General information on CoV-S [1047-1210]

The spike protein of the new coronavirus strain consists of a variable S1 subunit responsible for binding human ACE2 receptor and a more conserved S2 subunit responsible for membrane fusion. Although the S1 subunit has often been regarded as an attractive target for therapy and vaccine development, the more conserved S2 domain is also referred to as a desirable target for therapies able to confer broad-range protection against multiple strains of coronavirus.

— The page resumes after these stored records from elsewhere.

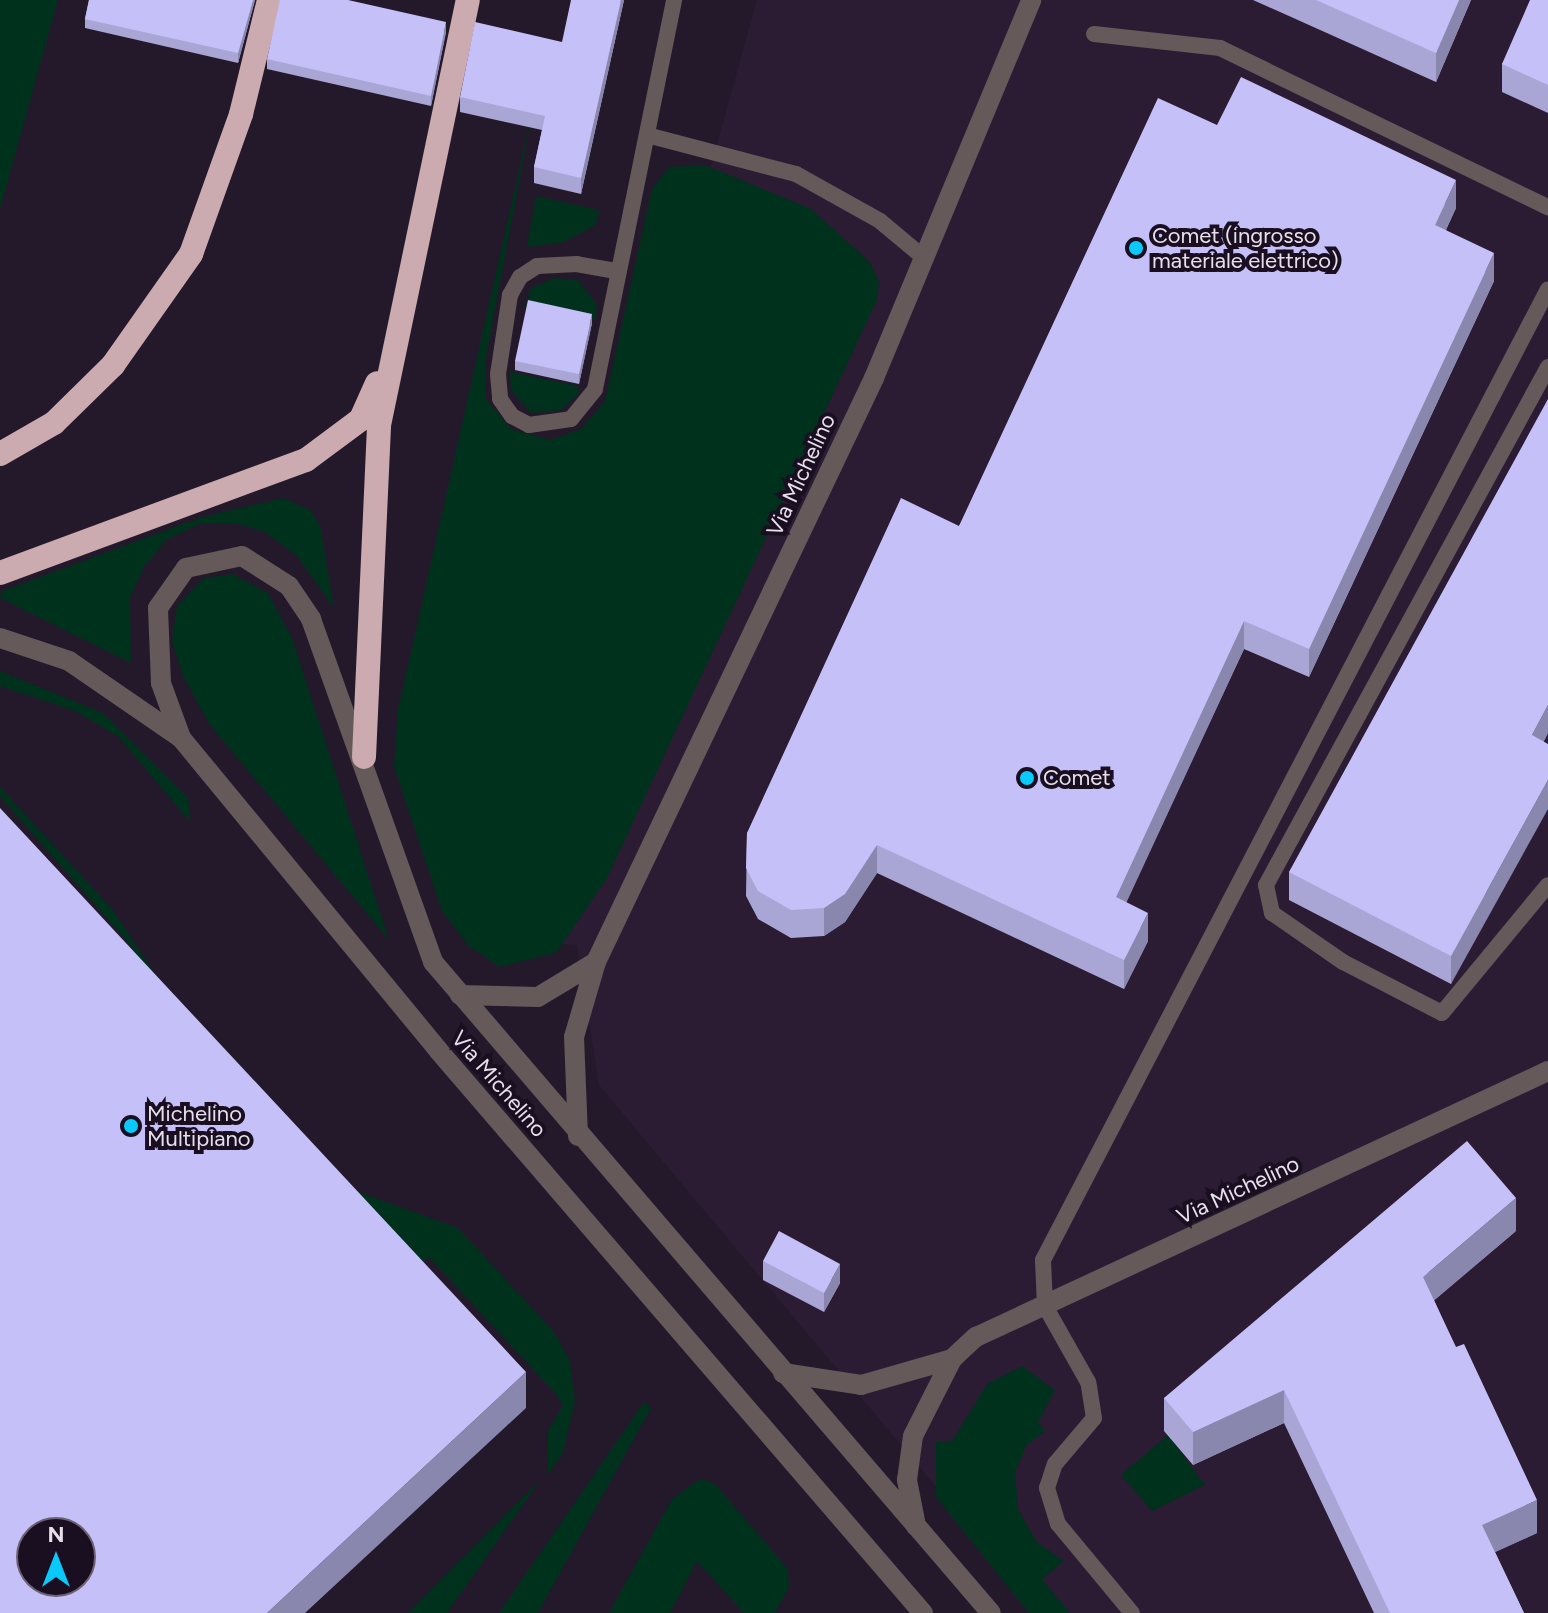 <!DOCTYPE html>
<html>
<head>
<meta charset="utf-8">
<style>
	body { margin:0 }
	#map { position:relative; width:1548px; height:1613px; overflow:hidden; background:#24192a; font-family:Figtree,sans-serif }
	div>[style] { position:absolute }
	.built>* { inset:0; background:#2b1c34 }
	.green>* { inset:0; background:#00311d }
	.service>* { height:16px; margin:-8px; padding:0 8px; transform-origin:8px; border-radius:8px; background:#65595a }
	.minor>* { height:20px; margin:-10px; padding:0 10px; transform-origin:10px; border-radius:10px; background:#65595a }
	.tertiary>* { height:20px; margin:-10px; padding:0 10px; transform-origin:10px; border-radius:10px; background:#65595a }
	.motorway>* { height:24px; margin:-12px; padding:0 12px; transform-origin:12px; border-radius:12px; background:#cbabaf }
	.wall>* { inset:0; background:#a9a6d5 }
	.shaded-wall>* { inset:0; background:#8a87ae }
	.building>* { inset:0; background:#c5c1f8 }
	.dots>* { width:22px; height:22px; translate:-50% -50%; box-sizing:border-box; border:4px solid #1a0f21; border-radius:50% }
	span { translate:-50% -50%; white-space:nowrap; text-align:center; line-height:1.15; -webkit-text-stroke:8px #1a0f21; paint-order:stroke }
	.poi-label { font-size:22px; color:#e7dfec }
	.left { translate:0 -50%; text-align:left }
	.street-label { font-size:22px; color:#e7dfec }
	.north { position:absolute; left:16px; top:1517px; width:80px; height:80px; box-sizing:border-box; background:#1a0f21; border:2px solid #6c6272; border-radius:50%; rotate:0deg; font-size:22px; font-weight:700; line-height:32px; text-align:center; color:#e7dfec }
	.north::after { content:''; display:block; margin:auto; width:28px; height:36px; background:#09cafa; clip-path:polygon(50% 0,100% 100%,50% 72%,0 100%) }
</style>
</head>
<body>
<div id="map">
	<div class="built">
		<div style="clip-path:polygon(757px 0,1548px 0,1548px 1613px,1042px 1613px,599px 1085px,577px 945px,515px 940px,543px 507px,656px 365px)"></div>
	</div>
	<div class="green">
		<div style="clip-path:polygon(0 0,58px 0,0 209px)"></div>
		<div style="clip-path:polygon(534px 103px,485px 362px,486px 399px,511px 429px,550px 440px,581px 429px,605px 401px,652px 189px,669px 167px,705px 165px,811px 209px,870px 262px,879px 282px,877px 300px,607px 878px,557px 952px,500px 967px,469px 946px,442px 911px,394px 766px,398px 710px)"></div>
		<div style="clip-path:polygon(536px 196px,599px 210px,596px 225px,564px 242px,527px 247px)"></div>
		<div style="clip-path:polygon(554px 278px,578px 280px,597px 305px,595px 320px,525px 307px,531px 288px)"></div>
		<div style="clip-path:polygon(510px 372px,578px 386px,579px 393px,561px 410px,531px 413px,511px 390px)"></div>
		<div style="clip-path:polygon(283px 498px,310px 510px,320px 525px,334px 608px,297px 556px,265px 532px,234px 523px,199px 524px,166px 540px,144px 567px,130px 598px,131px 663px,0 598px,2px 591px,202px 517px)"></div>
		<div style="clip-path:polygon(232px 574px,268px 593px,292px 638px,389px 940px,210px 725px,183px 676px,172px 641px,177px 606px,204px 578px)"></div>
		<div style="clip-path:polygon(0 671px,103px 713px,188px 798px,190px 822px,119px 737px,75px 711px,0 686px)"></div>
		<div style="clip-path:polygon(0 787px,113px 910px,174px 1003px,356px 1191px,458px 1228px,554px 1332px,570px 1361px,575px 1402px,563px 1452px,547px 1476px,548px 1431px,563px 1405px,556px 1394px,429px 1257px,415px 1267px,191px 1041px,131px 946px,0 796px)"></div>
		<div style="clip-path:polygon(1022px 1366px,1055px 1390px,1038px 1423px,1045px 1431px,1026px 1446px,1015px 1473px,1018px 1509px,1037px 1542px,1064px 1561px,1042px 1579px,1070px 1613px,1029px 1613px,936px 1497px,936px 1442px,952px 1441px,987px 1384px)"></div>
		<div style="clip-path:polygon(644px 1402px,651px 1408px,538px 1613px,499px 1613px)"></div>
		<div style="clip-path:polygon(1168px 1435px,1205px 1485px,1152px 1511px,1121px 1475px)"></div>
		<div style="clip-path:polygon(541px 1479px,447px 1613px,408px 1613px)"></div>
		<div style="clip-path:polygon(700px 1479px,715px 1484px,788px 1569px,789px 1587px,775px 1613px,744px 1613px,697px 1561px,670px 1613px,609px 1613px,672px 1499px)"></div>
	</div>
	<div class="service">
		<div style="left:1094px;top:34px;width:127px;rotate:6.3deg"></div>
		<div style="left:1220px;top:48px;width:365px;rotate:25.9deg"></div>
		<div style="left:647px;top:135px;width:154px;rotate:14.7deg"></div>
		<div style="left:796px;top:174px;width:96px;rotate:29.2deg"></div>
		<div style="left:880px;top:221px;width:56px;rotate:39.9deg"></div>
		<div style="left:616px;top:271px;width:40px;rotate:-170deg"></div>
		<div style="left:577px;top:264px;width:40px;rotate:177.1deg"></div>
		<div style="left:537px;top:266px;width:20px;rotate:147deg"></div>
		<div style="left:520px;top:277px;width:21px;rotate:119deg"></div>
		<div style="left:510px;top:295px;width:80px;rotate:98.6deg"></div>
		<div style="left:498px;top:374px;width:25px;rotate:85deg"></div>
		<div style="left:500px;top:399px;width:21px;rotate:55deg"></div>
		<div style="left:512px;top:416px;width:19px;rotate:28deg"></div>
		<div style="left:529px;top:425px;width:42px;rotate:-8.1deg"></div>
		<div style="left:571px;top:419px;width:38px;rotate:-51deg"></div>
		<div style="left:595px;top:389px;width:397px;rotate:-78.5deg"></div>
		<div style="left:1548px;top:367px;width:590px;rotate:118.56deg"></div>
		<div style="left:1266px;top:885px;width:29px;rotate:78deg"></div>
		<div style="left:1272px;top:913px;width:86px;rotate:34.6deg"></div>
		<div style="left:1343px;top:962px;width:111px;rotate:27.3deg"></div>
		<div style="left:1442px;top:1013px;width:166px;rotate:-50.4deg"></div>
		<div style="left:1132px;top:1613px;width:116px;rotate:-129.7deg"></div>
		<div style="left:1058px;top:1524px;width:38px;rotate:-107deg"></div>
		<div style="left:1047px;top:1488px;width:25px;rotate:-72deg"></div>
		<div style="left:1055px;top:1464px;width:60px;rotate:-49.7deg"></div>
		<div style="left:1094px;top:1418px;width:36px;rotate:-99deg"></div>
		<div style="left:1088px;top:1382px;width:87px;rotate:-119.5deg"></div>
		<div style="left:1045px;top:1306px;width:46px;rotate:-92.5deg"></div>
		<div style="left:1043px;top:1260px;width:1094px;rotate:-62.52deg"></div>
	</div>
	<div class="minor">
		<div style="left:460px;top:995px;width:78px;rotate:1.5deg"></div>
		<div style="left:538px;top:997px;width:68px;rotate:-31.1deg"></div>
		<div style="left:578px;top:1136px;width:99px;rotate:-92.3deg"></div>
		<div style="left:574px;top:1037px;width:78px;rotate:-73.7deg"></div>
		<div style="left:596px;top:962px;width:647px;rotate:-64.54deg"></div>
		<div style="left:874px;top:378px;width:409px;rotate:-67.4deg"></div>
		<div style="left:783px;top:1373px;width:79px;rotate:8.7deg"></div>
		<div style="left:861px;top:1385px;width:95px;rotate:-15.9deg"></div>
		<div style="left:916px;top:1526px;width:47px;rotate:-101.1deg"></div>
		<div style="left:907px;top:1480px;width:44px;rotate:-82.2deg"></div>
		<div style="left:913px;top:1436px;width:86px;rotate:-63.1deg"></div>
		<div style="left:952px;top:1359px;width:33px;rotate:-43deg"></div>
		<div style="left:976px;top:1337px;width:631px;rotate:-24.94deg"></div>
	</div>
	<div class="tertiary">
		<div style="left:0;top:638px;width:73px;rotate:18.4deg"></div>
		<div style="left:69px;top:661px;width:136px;rotate:34.5deg"></div>
		<div style="left:181px;top:738px;width:404px;rotate:50.5deg"></div>
		<div style="left:438px;top:1050px;width:743px;rotate:49.26deg"></div>
		<div style="left:181px;top:738px;width:59px;rotate:-110deg"></div>
		<div style="left:161px;top:683px;width:75px;rotate:-92.3deg"></div>
		<div style="left:158px;top:608px;width:49px;rotate:-55deg"></div>
		<div style="left:186px;top:568px;width:57px;rotate:-12.1deg"></div>
		<div style="left:242px;top:556px;width:56px;rotate:32.6deg"></div>
		<div style="left:289px;top:586px;width:40px;rotate:56deg"></div>
		<div style="left:311px;top:619px;width:364px;rotate:70.4deg"></div>
		<div style="left:433px;top:962px;width:857px;rotate:49.4deg"></div>
	</div>
	<div class="motorway">
		<div style="left:0;top:454px;width:62px;rotate:-29.9deg"></div>
		<div style="left:54px;top:423px;width:83px;rotate:-44.5deg"></div>
		<div style="left:113px;top:365px;width:136px;rotate:-54.9deg"></div>
		<div style="left:191px;top:254px;width:149px;rotate:-70.3deg"></div>
		<div style="left:241px;top:114px;width:117px;rotate:-76.2deg"></div>
		<div style="left:0;top:573px;width:326px;rotate:-20.3deg"></div>
		<div style="left:306px;top:460px;width:69px;rotate:-36.7deg"></div>
		<div style="left:361px;top:419px;width:39px;rotate:-66deg"></div>
		<div style="left:364px;top:757px;width:332px;rotate:-87.4deg"></div>
		<div style="left:379px;top:425px;width:434px;rotate:-78.2deg"></div>
	</div>
	<div class="wall">
		<div style="clip-path:polygon(89px 0,255px 0,238px 63px,85px 28px,85px 19px)"></div>
		<div style="clip-path:polygon(624px 0,581px 194px,534px 183px,534px 167px,542px 130px,460px 112px,460px 97px,562px 42px)"></div>
		<div style="clip-path:polygon(1253px 0,1471px 0,1436px 82px)"></div>
		<div style="clip-path:polygon(1548px 0,1548px 113px,1502px 92px,1502px 64px)"></div>
		<div style="clip-path:polygon(446px 32px,431px 106px,267px 69px,267px 59px)"></div>
		<div style="clip-path:polygon(1217px 125px,1456px 208px,1446px 230px,1494px 281px,1309px 677px,1244px 649px,1126px 902px,1148px 941px,1124px 989px,877px 873px,845px 922px,824px 936px,791px 938px,758px 919px,746px 896px,747px 833px,959px 526px)"></div>
		<div style="clip-path:polygon(592px 323px,579px 384px,515px 370px,515px 361px)"></div>
		<div style="clip-path:polygon(1548px 733px,1544px 741px,1451px 984px,1289px 900px,1289px 872px)"></div>
		<div style="clip-path:polygon(1516px 1231px,1434px 1300px,1537px 1533px,1495px 1552px,1524px 1613px,1374px 1613px,1284px 1423px,1193px 1465px,1164px 1431px,1164px 1398px)"></div>
		<div style="clip-path:polygon(763px 1261px,840px 1283px,824px 1312px,763px 1280px)"></div>
	</div>
	<div class="shaded-wall">
		<div style="clip-path:polygon(253px 0,255px 0,238px 63px,238px 53px)"></div>
		<div style="clip-path:polygon(621px 0,624px 0,581px 194px,581px 178px)"></div>
		<div style="clip-path:polygon(1459px 0,1471px 0,1436px 82px,1436px 53px)"></div>
		<div style="clip-path:polygon(446px 22px,446px 32px,431px 106px,431px 96px)"></div>
		<div style="clip-path:polygon(1456px 180px,1456px 208px,1435px 253px,1435px 225px)"></div>
		<div style="clip-path:polygon(1494px 253px,1494px 281px,1309px 677px,1309px 649px)"></div>
		<div style="clip-path:polygon(592px 314px,592px 323px,579px 384px,579px 374px)"></div>
		<div style="clip-path:polygon(1244px 621px,1244px 649px,1116px 925px,1116px 897px)"></div>
		<div style="clip-path:polygon(1548px 705px,1548px 733px,1532px 763px,1532px 735px)"></div>
		<div style="clip-path:polygon(1548px 780px,1548px 809px,1451px 984px,1451px 956px)"></div>
		<div style="clip-path:polygon(877px 845px,877px 873px,845px 922px,824px 936px,824px 908px)"></div>
		<div style="clip-path:polygon(1148px 913px,1148px 941px,1124px 989px,1124px 960px)"></div>
		<div style="clip-path:polygon(1516px 1198px,1516px 1231px,1423px 1310px,1423px 1277px)"></div>
		<div style="clip-path:polygon(840px 1264px,840px 1283px,824px 1312px,824px 1293px)"></div>
		<div style="clip-path:polygon(526px 1372px,526px 1408px,305px 1613px,267px 1613px)"></div>
		<div style="clip-path:polygon(1284px 1390px,1284px 1423px,1193px 1465px,1193px 1432px)"></div>
		<div style="clip-path:polygon(1537px 1500px,1537px 1533px,1482px 1558px,1482px 1525px)"></div>
	</div>
	<div class="building">
		<div style="clip-path:polygon(89px 0,253px 0,238px 53px,85px 19px)"></div>
		<div style="clip-path:polygon(280px 0,348px 0,446px 22px,431px 96px,267px 59px)"></div>
		<div style="clip-path:polygon(571px 0,621px 0,581px 178px,534px 167px,545px 116px,460px 97px,475px 22px,562px 42px)"></div>
		<div style="clip-path:polygon(1316px 0,1459px 0,1436px 53px)"></div>
		<div style="clip-path:polygon(1530px 0,1548px 0,1548px 85px,1502px 64px)"></div>
		<div style="clip-path:polygon(1241px 77px,1456px 180px,1435px 225px,1494px 253px,1309px 649px,1244px 621px,1116px 897px,1148px 913px,1124px 960px,877px 845px,845px 894px,824px 908px,791px 910px,758px 891px,746px 868px,747px 833px,901px 498px,959px 526px,1158px 98px,1217px 125px)"></div>
		<div style="clip-path:polygon(528px 300px,592px 314px,579px 374px,515px 361px)"></div>
		<div style="clip-path:polygon(1548px 399px,1548px 705px,1532px 735px,1548px 744px,1548px 780px,1451px 956px,1289px 872px)"></div>
		<div style="clip-path:polygon(evenodd,0 808px,526px 1372px,267px 1613px,0 1613px,0 808px,32px 1533px,80px 1533px,80px 1581px,32px 1581px,32px 1533px)"></div>
		<div style="clip-path:polygon(1467px 1141px,1516px 1198px,1423px 1277px,1456px 1347px,1464px 1344px,1537px 1500px,1482px 1525px,1524px 1613px,1390px 1613px,1284px 1390px,1193px 1432px,1164px 1398px)"></div>
		<div style="clip-path:polygon(779px 1231px,840px 1264px,824px 1293px,763px 1261px)"></div>
	</div>
	<div class="dots">
		<div style="left:1136px;top:248px;background:#09cafa"></div>
		<div style="left:1027px;top:778px;background:#09cafa"></div>
		<div style="left:131px;top:1126px;background:#09cafa"></div>
	</div>
	<div class="poi-label">
		<span class="left" style="left:1152px;top:248px">Comet (ingrosso<br>materiale elettrico)</span>
		<span class="left" style="left:1043px;top:778px">Comet</span>
		<span class="left" style="left:147px;top:1126px">Michelino<br>Multipiano</span>
	</div>
	<div class="street-label">
		<span style="left:801px;top:475px;rotate:-65deg">Via Michelino</span>
		<span style="left:499px;top:1084px;rotate:49deg">Via Michelino</span>
		<span style="left:1238px;top:1190px;rotate:-25deg">Via Michelino</span>
	</div>
	<div class="north">N</div>
</div>
</body>
</html>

The S2 region becomes exposed after proteolytic cleavage at the furin cleavage site found between residues R685 and S686. The 164 amino acid long domain comprised between residues 1047 and 1210 is located on the tail region of the S2 subunit of protein S of SARS-CoV-2 and it contains the heptad repeat 2 or HR2 (D1163 to E1202).
Like the heptad repeat 1 or HR1, the HR2 is composed of a repetitive heptapeptide (HPPHCPC) containing a mixture of hydrophobic, hydrophilic, and other charged residues. Its composition allows the HR region to adopt an α-helix secondary structure which contains a hydrophobic interface responsible for driving the process of membrane fusion.
The HR1 and HR2 trimers assemble in an antiparallel manner establishing the fusion core (or six-helix bundle). This conformation pulls the viral and the cellular membranes closer so they can fuse, and it brings the fusion protein into a stable post-fusion state.
Previous studies with HIV-1 gp41 showed that HR2-derived peptides could bind to the HR1 region in the prefusion state, preventing it from binding to the real HR2 region and thus prevent the formation of the fusion core. These competitive peptides were able to inhibit HIV-1 infection at nanomolar concentrations. For this reason, since SARS-CoV-2 appears to infect the cells through a similar mechanism, it is worth investigating if the use of HR2-derived peptides or anti-HR2 antibodies could inhibit the infection and consequently arrest the progression of the COVID-19 disease.